* [Try it]: Your task is to show every line in the listing below that includes "river".

* [Exercise input]:
BEGIN

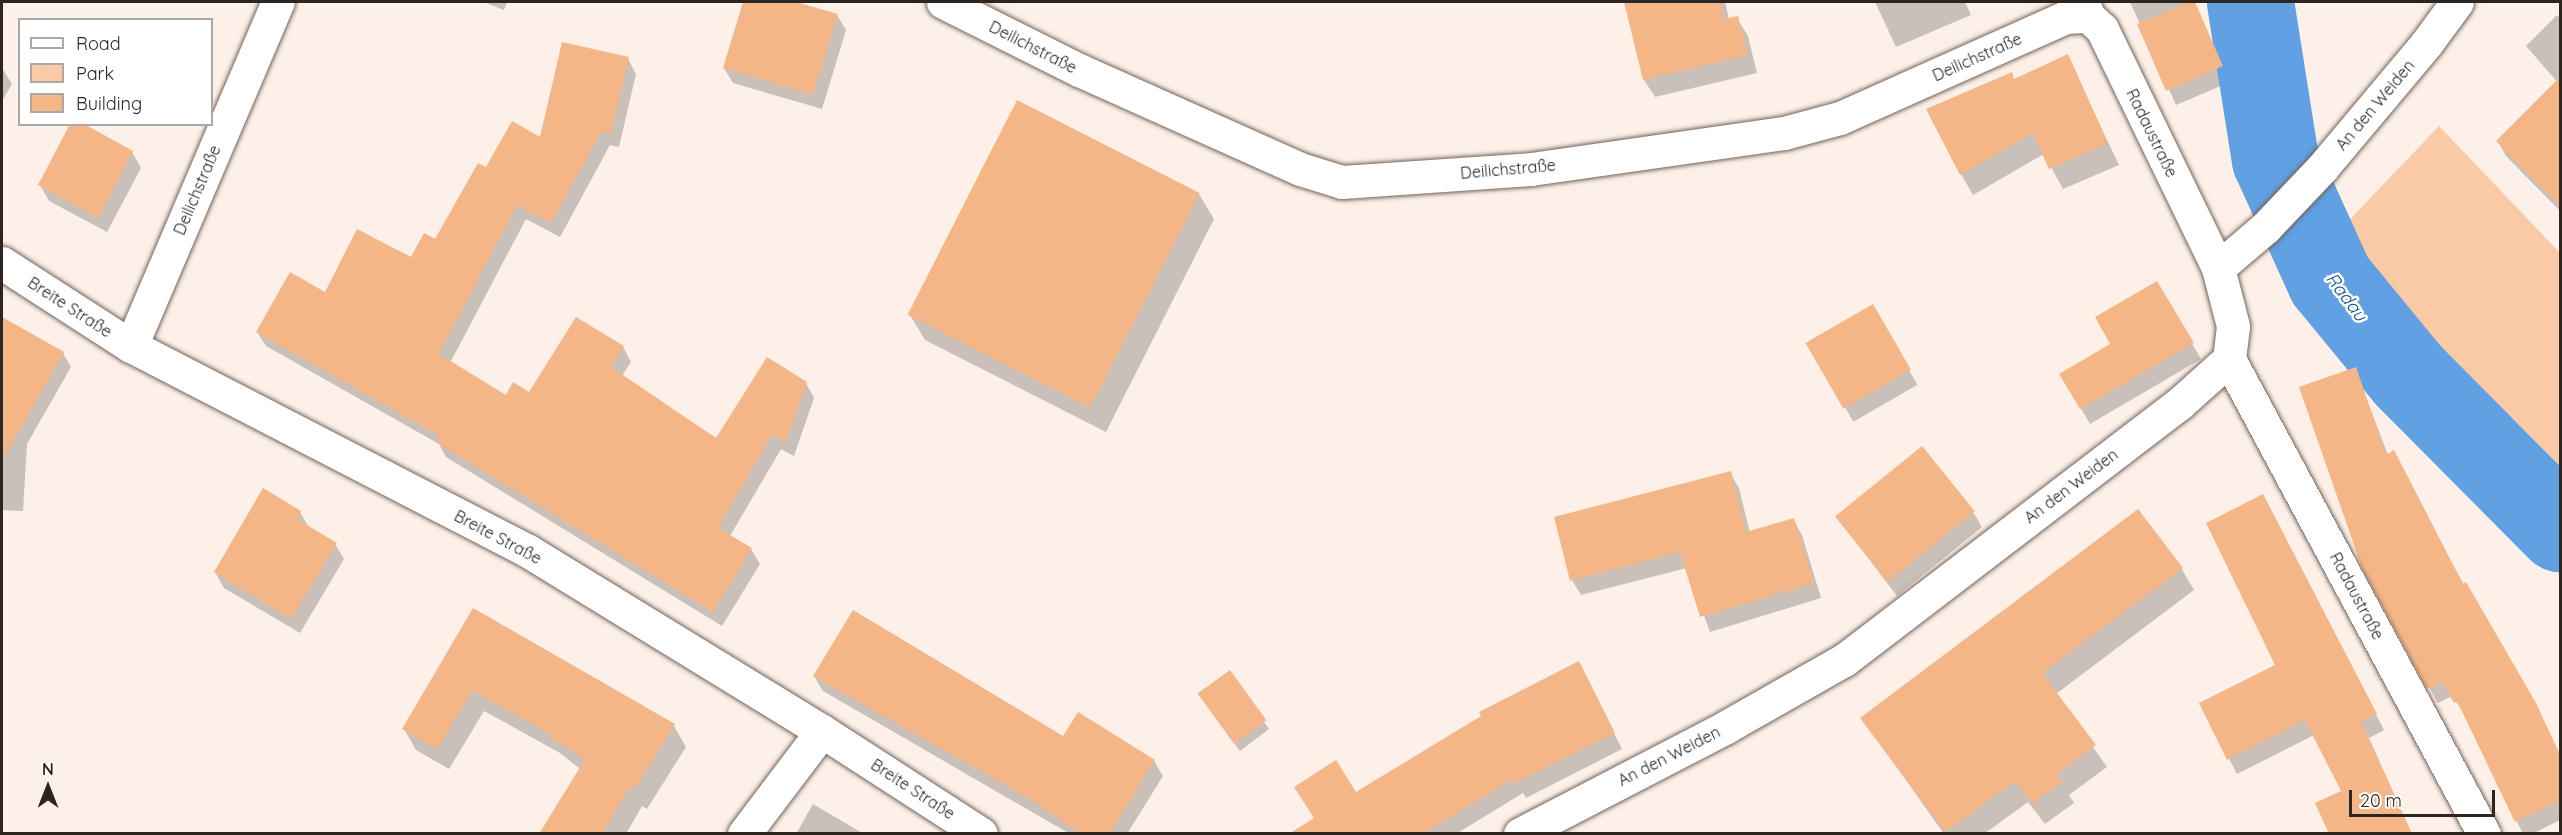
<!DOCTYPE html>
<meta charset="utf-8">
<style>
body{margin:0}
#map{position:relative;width:2562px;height:835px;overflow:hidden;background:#fcf0e8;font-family:Quicksand,sans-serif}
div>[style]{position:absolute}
.green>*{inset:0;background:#fac9a6}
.shadow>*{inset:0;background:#0003;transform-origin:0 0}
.river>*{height:87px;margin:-43.5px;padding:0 43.5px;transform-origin:43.5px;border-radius:43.5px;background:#61a0e3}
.building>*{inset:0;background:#f4b687;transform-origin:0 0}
.roads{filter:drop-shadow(0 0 2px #746357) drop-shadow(0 0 2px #746357)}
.street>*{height:33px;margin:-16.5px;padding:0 16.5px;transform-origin:16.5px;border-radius:16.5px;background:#fff}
.secondary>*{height:33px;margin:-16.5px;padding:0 16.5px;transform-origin:16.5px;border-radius:16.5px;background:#fff}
span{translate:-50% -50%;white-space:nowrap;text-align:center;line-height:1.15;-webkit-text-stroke:5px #fff;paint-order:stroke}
.street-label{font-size:16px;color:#2c2520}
.water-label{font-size:18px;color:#0a518e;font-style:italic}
.frame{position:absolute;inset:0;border:3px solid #2c2520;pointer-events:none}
.legend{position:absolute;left:18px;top:18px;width:195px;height:108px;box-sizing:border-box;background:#fff;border:2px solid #aba8a6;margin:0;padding:8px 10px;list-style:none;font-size:18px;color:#2c2520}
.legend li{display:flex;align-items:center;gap:12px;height:30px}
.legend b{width:30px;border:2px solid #aba8a6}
.north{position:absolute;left:18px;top:757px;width:60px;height:60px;-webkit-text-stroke:4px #fff;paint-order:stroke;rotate:0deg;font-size:16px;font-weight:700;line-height:24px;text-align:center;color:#2c2520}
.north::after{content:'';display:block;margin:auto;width:21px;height:27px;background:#2c2520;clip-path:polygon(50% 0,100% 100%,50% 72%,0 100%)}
.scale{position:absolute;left:2349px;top:790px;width:146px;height:27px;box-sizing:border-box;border:3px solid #2c2520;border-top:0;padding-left:8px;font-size:18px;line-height:21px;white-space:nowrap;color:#2c2520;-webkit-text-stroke:4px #fff;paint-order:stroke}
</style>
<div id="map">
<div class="green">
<div style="clip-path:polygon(2439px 126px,2560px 253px,2560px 497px,2429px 363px,2336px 234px)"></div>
</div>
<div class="shadow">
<div style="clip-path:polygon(484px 2px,507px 2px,504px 10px)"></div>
<div style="clip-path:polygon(744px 2px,791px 2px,837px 15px,846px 30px,822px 109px,733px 83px,724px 68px)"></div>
<div style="clip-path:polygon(1626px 2px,1725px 2px,1729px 20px,1737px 18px,1748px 36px,1757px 73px,1655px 97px,1644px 80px)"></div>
<div style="clip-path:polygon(1875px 2px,1965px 2px,1971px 15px,1896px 47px)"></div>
<div style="clip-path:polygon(2130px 2px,2193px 2px,2230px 82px,2176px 105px)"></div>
<div style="clip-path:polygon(2557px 15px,2560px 18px,2560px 85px,2526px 46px)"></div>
<div style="clip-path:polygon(2067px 56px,2119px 165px,2063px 189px,2044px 154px,1973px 195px,1961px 174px,2014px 80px)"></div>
<div style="clip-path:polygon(628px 59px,636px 74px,619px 147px,610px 145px,560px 237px,526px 219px,450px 363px,507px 397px,530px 394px,623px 347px,631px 362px,622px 376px,717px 440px,806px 383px,814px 398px,794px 456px,781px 449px,730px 536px,751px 549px,760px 564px,722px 626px,446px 457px,439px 444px,266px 346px,257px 332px,326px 294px,412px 259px,436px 241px,487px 170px,541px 139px)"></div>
<div style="clip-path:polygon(2px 68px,12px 84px,2px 101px)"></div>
<div style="clip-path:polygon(2555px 85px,2560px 90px,2560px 211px,2506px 156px,2498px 141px)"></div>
<div style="clip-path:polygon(81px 124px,132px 152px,141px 168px,107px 232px,49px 201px,40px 185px)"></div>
<div style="clip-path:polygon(1199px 194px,1214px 219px,1106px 432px,925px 340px,910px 315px)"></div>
<div style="clip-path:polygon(2157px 283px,2201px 359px,2090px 424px,2061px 374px,2112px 344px)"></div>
<div style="left:1872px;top:306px;width:91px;height:74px;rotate:60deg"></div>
<div style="clip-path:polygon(2px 318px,63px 353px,71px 367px,27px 444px,23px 511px,2px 510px)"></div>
<div style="clip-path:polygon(2355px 369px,2388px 455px,2544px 721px,2560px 755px,2560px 820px,2532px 834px,2523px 834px,2466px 716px,2452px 696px,2438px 703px,2364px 567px)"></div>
<div style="clip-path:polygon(1730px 473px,1739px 488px,1750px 533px,1793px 519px,1802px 535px,1821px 598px,1710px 632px,1687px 568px,1581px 595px,1572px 580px)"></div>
<div style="clip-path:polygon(2271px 511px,2384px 730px,2369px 738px,2412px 834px,2331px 834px,2343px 792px,2314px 735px,2237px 774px,2201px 704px,2277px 666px)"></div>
<div style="clip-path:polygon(300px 512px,309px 528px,335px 544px,344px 559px,300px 633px,224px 588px,215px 572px)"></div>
<div style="clip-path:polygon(1973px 512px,1982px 527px,1897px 596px,1836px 516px)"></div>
<div style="clip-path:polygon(2181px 568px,2194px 590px,2056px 694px,2107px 767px,2069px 795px,2074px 803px,2045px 824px,2028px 802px,1984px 834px,1944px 834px,1862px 718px)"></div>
<div style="clip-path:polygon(474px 610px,674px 726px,686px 747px,647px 809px,642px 806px,626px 834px,541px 834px,580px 769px,560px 753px,484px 711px,449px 769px,416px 750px,404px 729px)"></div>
<div style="clip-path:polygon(1230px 672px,1269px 729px,1240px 751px,1204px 702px)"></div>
<div style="clip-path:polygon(814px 676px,1154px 761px,1163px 776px,1127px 834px,1070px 834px,823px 691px)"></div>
<div style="clip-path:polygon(1587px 679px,1622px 749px,1526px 798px,1523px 793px,1456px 834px,1301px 834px,1356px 794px)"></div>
<div style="clip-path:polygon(813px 804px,864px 834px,796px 834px)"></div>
</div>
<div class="river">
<div style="left:2250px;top:2px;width:159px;rotate:81deg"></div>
<div style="left:2275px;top:159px;width:133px;rotate:65.6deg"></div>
<div style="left:2330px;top:280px;width:123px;rotate:50.6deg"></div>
<div style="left:2408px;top:375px;width:216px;rotate:45.2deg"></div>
</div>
<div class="building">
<div style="clip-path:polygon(743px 2px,796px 2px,838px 14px,813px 95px,723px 68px)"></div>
<div style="clip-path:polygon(1624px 2px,1720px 2px,1724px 19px,1738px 16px,1748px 55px,1643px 80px)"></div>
<div style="clip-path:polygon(2189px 2px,2195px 2px,2223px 66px,2166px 91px,2137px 24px)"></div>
<div style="clip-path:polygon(562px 42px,629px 57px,611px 133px,602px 131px,551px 223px,517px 205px,439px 354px,506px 395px,513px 382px,529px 392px,576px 317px,624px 346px,611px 367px,716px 438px,767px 357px,807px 382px,786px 442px,772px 435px,718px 528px,752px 548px,713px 612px,436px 442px,440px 436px,256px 332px,290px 272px,325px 292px,357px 229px,411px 257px,424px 233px,435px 239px,478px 163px,486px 167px,512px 121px,540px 137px)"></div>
<div style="clip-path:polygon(2068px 54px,2108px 143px,2049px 169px,2033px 133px,1960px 175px,1926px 109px,2012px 72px,2014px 79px)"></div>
<div style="clip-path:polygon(2560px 77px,2560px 206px,2496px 141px)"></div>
<div style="left:1017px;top:100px;width:205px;height:241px;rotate:27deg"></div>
<div style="clip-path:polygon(70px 124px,84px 124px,133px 151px,98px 218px,38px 185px)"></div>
<div style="clip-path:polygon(2157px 281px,2194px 343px,2080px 409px,2059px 374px,2110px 344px,2095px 317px)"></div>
<div style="left:1873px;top:304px;width:76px;height:78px;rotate:60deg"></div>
<div style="clip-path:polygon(2px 317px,64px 352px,2px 461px)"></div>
<div style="clip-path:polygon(2356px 367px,2386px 455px,2394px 450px,2463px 584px,2466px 582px,2536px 703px,2560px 755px,2560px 801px,2515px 822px,2457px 701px,2454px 703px,2442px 682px,2427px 689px,2362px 568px,2299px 387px)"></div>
<div style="left:1922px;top:446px;width:84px;height:112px;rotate:51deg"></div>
<div style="clip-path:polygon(1731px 471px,1746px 532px,1794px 518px,1814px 583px,1700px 617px,1680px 552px,1570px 581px,1554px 517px)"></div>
<div style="clip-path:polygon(263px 488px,301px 511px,297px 519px,337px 543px,291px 619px,214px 572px)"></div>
<div style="clip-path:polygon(2263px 494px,2377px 714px,2361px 722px,2412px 834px,2329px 834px,2315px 803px,2341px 791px,2305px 720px,2227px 760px,2199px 703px,2275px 665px,2206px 523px)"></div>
<div style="clip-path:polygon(2138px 509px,2183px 568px,2042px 673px,2096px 745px,2057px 774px,2063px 781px,2032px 804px,2015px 781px,1945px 832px,1860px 718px)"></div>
<div style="clip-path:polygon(473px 608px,675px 724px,635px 789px,630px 786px,602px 834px,539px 834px,585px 759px,550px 737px,551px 734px,472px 691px,437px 749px,402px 729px)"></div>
<div style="clip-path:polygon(853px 610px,1063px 736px,1078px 712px,1155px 760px,1109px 834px,1081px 834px,1025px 796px,813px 676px)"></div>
<div style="clip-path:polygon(1579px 661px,1615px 733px,1515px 783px,1513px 779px,1422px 834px,1289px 834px,1314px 818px,1294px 787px,1336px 760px,1356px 792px,1481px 716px,1479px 712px)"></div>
<div style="left:1230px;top:670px;width:62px;height:40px;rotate:54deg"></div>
</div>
<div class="roads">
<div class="street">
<div style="left:943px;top:2px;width:152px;rotate:26.6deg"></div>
<div style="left:1079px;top:70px;width:242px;rotate:24.1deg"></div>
<div style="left:1300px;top:169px;width:44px;rotate:17.2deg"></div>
<div style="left:1342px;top:182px;width:189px;rotate:-3.9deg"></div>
<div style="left:1531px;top:169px;width:256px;rotate:-8.1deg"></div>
<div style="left:1784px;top:133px;width:58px;rotate:-15deg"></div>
<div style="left:1840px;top:118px;width:248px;rotate:-24.1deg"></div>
<div style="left:2066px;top:17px;width:22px;rotate:-3deg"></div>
<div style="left:2083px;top:2px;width:15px;rotate:70deg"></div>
<div style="left:2088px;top:16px;width:19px;rotate:43deg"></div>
<div style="left:2102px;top:29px;width:266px;rotate:64.1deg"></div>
<div style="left:131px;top:346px;width:374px;rotate:-66.9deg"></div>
<div style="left:2229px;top:359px;width:539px;rotate:61.77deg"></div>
<div style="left:744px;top:834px;width:129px;rotate:-52.9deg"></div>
<div style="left:1520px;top:834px;width:232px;rotate:-27.4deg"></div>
<div style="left:1726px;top:727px;width:136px;rotate:-29.6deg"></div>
<div style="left:1844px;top:660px;width:422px;rotate:-37.4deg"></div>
<div style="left:2179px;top:404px;width:67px;rotate:-42deg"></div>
<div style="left:2229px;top:359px;width:33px;rotate:-83deg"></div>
<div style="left:2233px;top:326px;width:60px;rotate:-104.5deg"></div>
<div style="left:2218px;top:268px;width:63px;rotate:-40.5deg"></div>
<div style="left:2266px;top:227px;width:81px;rotate:-46.5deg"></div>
<div style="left:2322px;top:168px;width:162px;rotate:-50deg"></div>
<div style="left:2426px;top:44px;width:52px;rotate:-53.6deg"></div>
</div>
<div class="secondary">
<div style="left:2px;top:263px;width:153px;rotate:32.8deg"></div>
<div style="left:131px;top:346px;width:447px;rotate:27.3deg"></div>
<div style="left:528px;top:551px;width:345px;rotate:31.5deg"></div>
<div style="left:822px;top:731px;width:189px;rotate:32.9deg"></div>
</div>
</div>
<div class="street-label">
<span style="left:1033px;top:47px;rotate:27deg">Deilichstraße</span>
<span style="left:1977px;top:57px;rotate:-24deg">Deilichstraße</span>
<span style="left:2375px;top:105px;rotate:-50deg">An den Weiden</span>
<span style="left:2152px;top:133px;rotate:64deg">Radaustraße</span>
<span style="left:1508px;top:169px;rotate:-5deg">Deilichstraße</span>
<span style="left:197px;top:190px;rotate:-67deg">Deilichstraße</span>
<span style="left:70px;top:307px;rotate:33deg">Breite Straße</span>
<span style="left:2071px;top:486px;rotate:-37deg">An den Weiden</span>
<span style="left:498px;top:537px;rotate:28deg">Breite Straße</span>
<span style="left:2357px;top:596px;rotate:62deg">Radaustraße</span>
<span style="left:1669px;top:756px;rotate:-27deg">An den Weiden</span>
<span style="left:913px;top:789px;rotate:33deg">Breite Straße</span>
</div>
<div class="water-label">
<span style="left:2346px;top:297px;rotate:53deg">Radau</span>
</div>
<div class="frame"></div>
<ul class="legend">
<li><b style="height:8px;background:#fff"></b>Road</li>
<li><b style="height:16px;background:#fac9a6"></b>Park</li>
<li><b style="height:16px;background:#f4b687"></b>Building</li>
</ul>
<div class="north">N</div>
<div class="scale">20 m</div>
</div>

END

* [Solution for this exercise]:
.river>*{height:87px;margin:-43.5px;padding:0 43.5px;transform-origin:43.5px;border-radius:43.5px;background:#61a0e3}
<div class="river">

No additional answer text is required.